If you see more than one fundamental purpose of marriage, please address how they intertwine or how they are prioritized.

In addition to the basic question of the purpose(s) of marriage, I would like to see us address the distinction between what marriages should be recognized at law, in the civil courts, vs. what marriages should be contracted/recognized in the churches. This would include both civil (=secular) and non-Christian religious marriages.

Bearing in mind that God expects ethical behavior in marriage from those who do not yet know or accept the Scriptures, if you found your answer in Scripture please expand on the bare quotation of Scripture to show how in your understanding it applies to everyone.
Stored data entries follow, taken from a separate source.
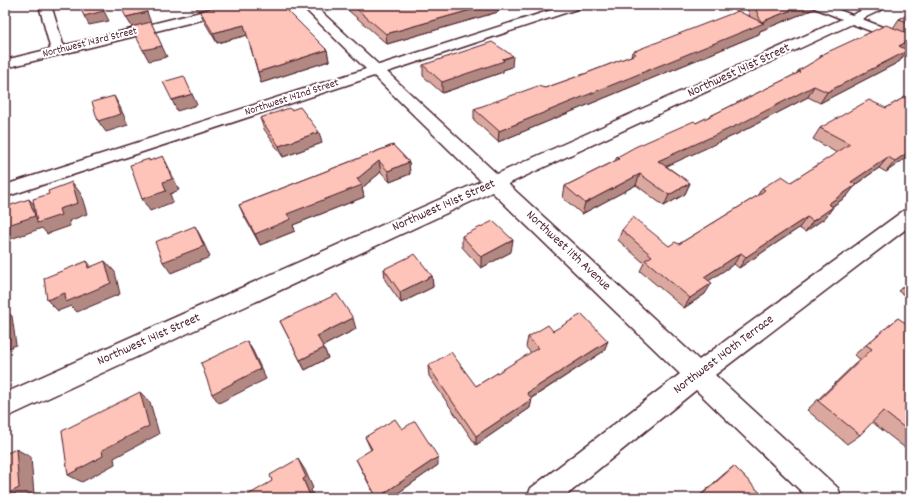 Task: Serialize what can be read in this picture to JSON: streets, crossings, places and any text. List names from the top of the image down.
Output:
{
  "streets": {
    "street": [
      "Northwest 143rd Street",
      "Northwest 141st Street",
      "Northwest 142nd Street",
      "Northwest 11th Avenue",
      "Northwest 140th Terrace"
    ]
  },
  "crossings": [
    ["Northwest 141st Street", "Northwest 11th Avenue"],
    ["Northwest 142nd Street", "Northwest 11th Avenue"],
    ["Northwest 11th Avenue", "Northwest 140th Terrace"]
  ]
} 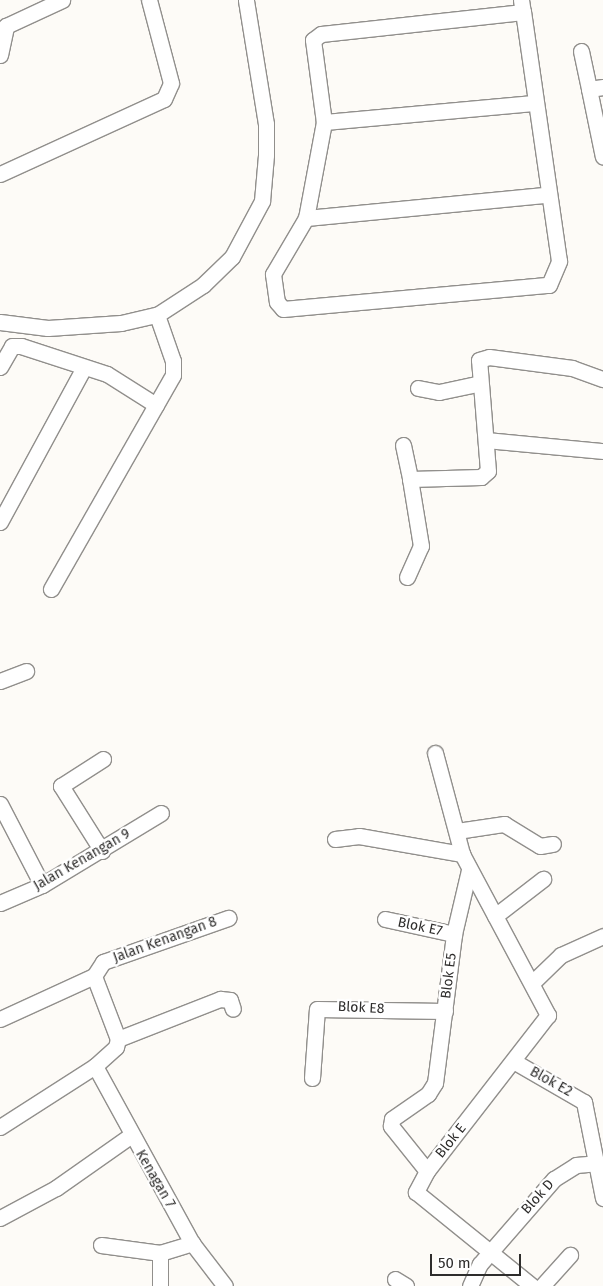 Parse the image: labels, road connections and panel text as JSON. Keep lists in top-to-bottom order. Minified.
{"streets":{"street":["Jalan Kenangan 9","Blok E7","Jalan Kenangan 8","Blok E5","Blok E8","Blok E2","Blok E","Kenagan 7","Blok D"]},"crossings":[["Blok E7","Blok E5"],["Blok E5","Blok E8"],["Blok E5","Blok E"],["Blok E2","Blok E"],["Blok E2","Blok D"],["Blok E","Blok D"]],"scale_bar":"50 m"} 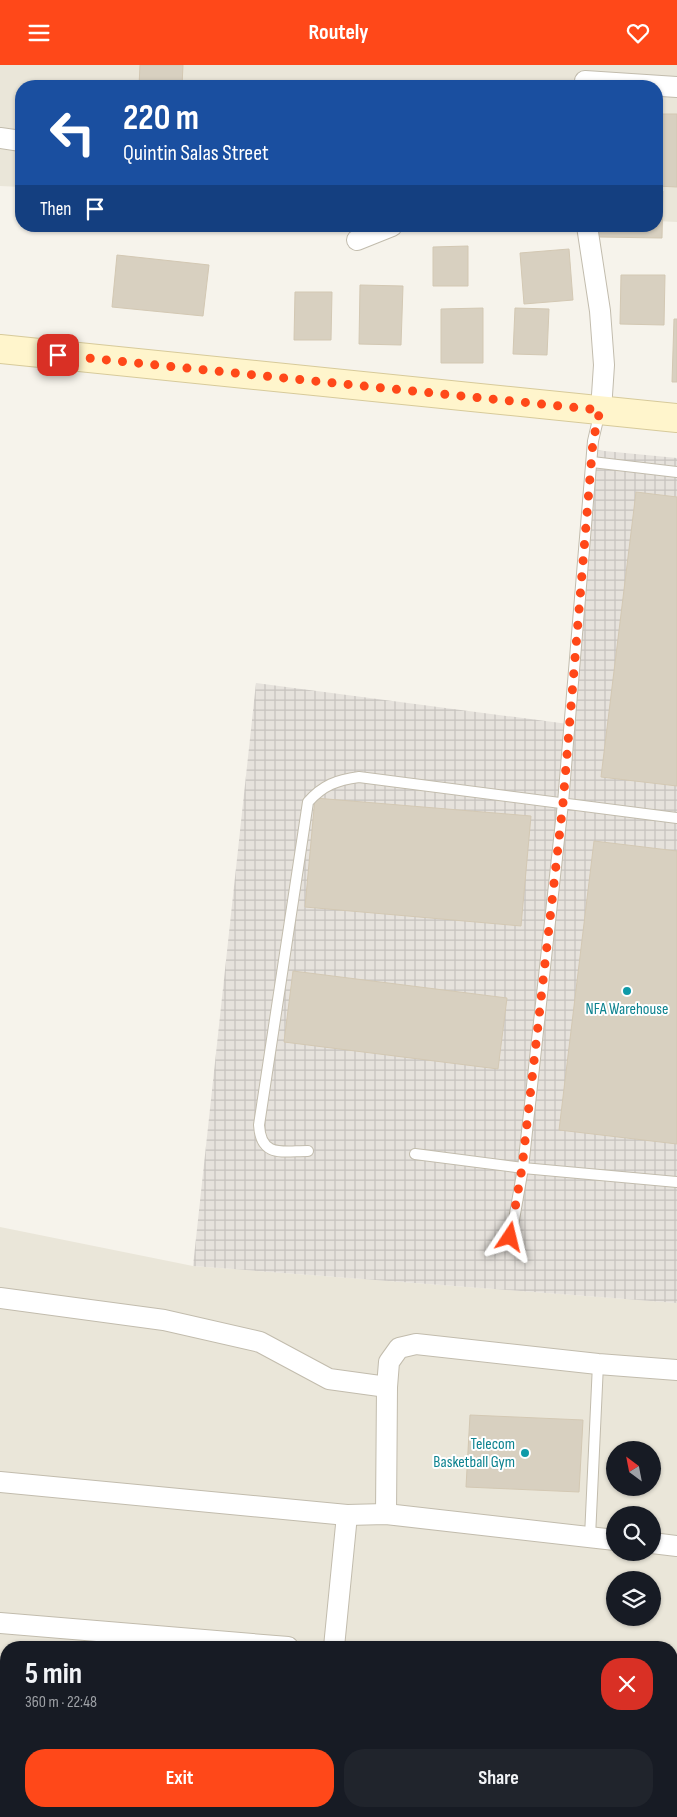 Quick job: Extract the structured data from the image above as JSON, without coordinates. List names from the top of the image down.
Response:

I understand that in the course of writing posts that address this OP and posts responding to it, you may find it necessary to speak of same-sex marriage, divorce, and/or contraception. This is not a thread about same-sex marriage, homosexuality, divorce, abortion, or contraception. If you find it necessary to address any of them, kindly do it briefly or as one element of a longer post. In accorance with CF moderation standards, the staff may delete posts by, and/or warn or infract, those who attempt to hijack the thread into these contentious topics.

It is about the purpose(s) of marriage generally, not about SSM, the morality of divorce, etc. Thank you for your anticipated cooperation on this.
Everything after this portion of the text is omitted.